The current government has stood by PPPs, last week confirming it will use the model to deliver 250 Neighbourhood Health Centres across England, and to deliver the Lower Thames Crossing project.
A meeting of TSSL’s creditors is scheduled for 5 December at the London offices of business recovery and insolvency specialist Begbies Traynor.
In its most recent accounts for the year to 31 March 2024, TSSL owed creditors £17.6m, repayable within 12 months.
The firm’s demise has left Stoke-on-Trent Council scrambling to find extra funds to complete TSSL’s work.
The case could leave up to 88 schools in Stoke-on-Trent with unfinished projects, according to government documents seen by CN. The council previously told Schools Week that, as of August this year, TSSL had not completed £7.2m worth of the work.
CN understands the council planned for the eventuality and has committed to finishing the necessary work. But the case has reawakened concerns that PFI – and by extension, other PPP formats – can lead to higher costs and unbalanced risk.
Penny Rinta-Suksi, commercial partner at law firm Blake Morgan, told CN a new PPP format could fund the government’s infrastructure plans, particularly if taxes or borrowing were not increased.
“Infrastructure projects like schools and health centres lend themselves well to a PFI-type model, because you have an asset that will be needed well into the future,” she said.
“And if you know that asset will be needed over a good 20-year period, you also know that there will be money available to repay the financing through a dedicated occupier.”
PFI schemes included low-risk building contracts with no upfront payments for the public sector. Special purpose vehicles were guaranteed long-term returns, with the public sector bodies paying back the cost of construction plus interest and service charges for facilities management.
The first model was scrapped by the coalition government in 2012 following criticism that it lacked transparency, was bad value for money and that contract terms were weighted in favour of the private sector. A successor, PFI2, was then introduced but abolished in 2018.
Rinta-Suksi said the sector “needs to be wooed because there was a hell of a lot of investment in PFI”.
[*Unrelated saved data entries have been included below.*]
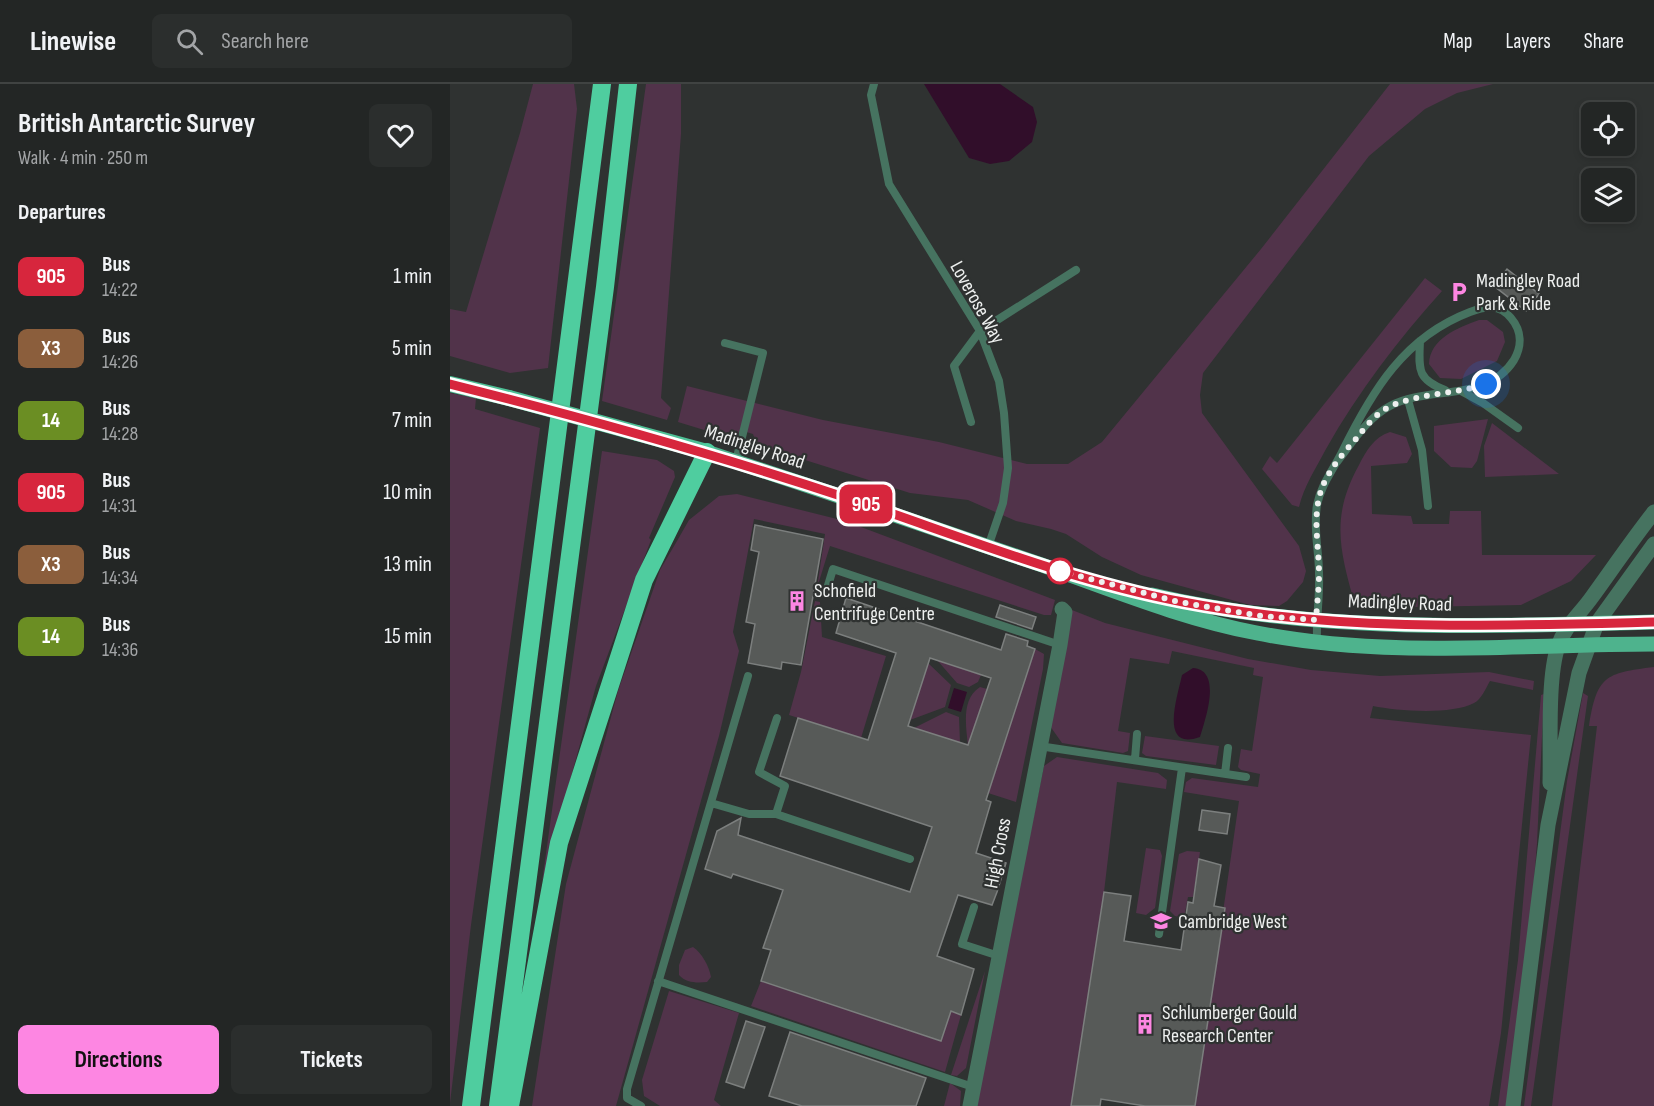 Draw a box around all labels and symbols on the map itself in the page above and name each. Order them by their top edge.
street label: Loverose Way [945,257,1010,348]
place label: Madingley Road Park & Ride [1476,269,1580,316]
parking icon: Madingley Road Park & Ride [1447,280,1471,304]
your location [1471,369,1501,399]
street label: Madingley Road [702,419,808,474]
line badge: 905 [832,484,900,524]
unlabelled marker [1047,558,1073,584]
place label: Schofield Centrifuge Centre [814,579,935,626]
building icon: Schofield Centrifuge Centre [785,589,809,613]
street label: Madingley Road [1348,589,1452,617]
street label: High Cross [979,816,1017,890]
school or university icon: Cambridge West [1149,909,1173,933]
place label: Cambridge West [1178,910,1287,934]
place label: Schlumberger Gould Research Center [1162,1001,1297,1048]
building icon: Schlumberger Gould Research Center [1133,1012,1157,1036]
She added: “When that market was shut down […], distrust arose and a lot of the know-how moved to countries like Canada.
“The government needs to show a stable and consistent model that will withstand the short termism that we’re currently experiencing.”
Helen Young, principal associate at SA Law, agreed that the concerns around PFI make them a difficult sell.
“One of the usual criticisms is that towards the end of the contract, it is alleged maintenance is not kept up in the same way that it has been historically, with a view to maximising profits,” she said.
Rinta-Suksi said local authorities shouldered too much of the risk on PFIs, meaning “there was a huge amount of pressure on [authorities] to accept the building, even if it was not quite perfect”.
If work is not completed or the PFI contractor goes bust, the council is left to sort it out, she added. Once the money has all been lent to the contractor, the lender is out of the picture, and the council takes on full responsibility.
Councils could also have a tough time reclaiming funds if a PFI contractor goes under, she added, as they would be recorded as unsecured creditors.
Young said authorities were told years ago to reserve funds for PFI-related issues.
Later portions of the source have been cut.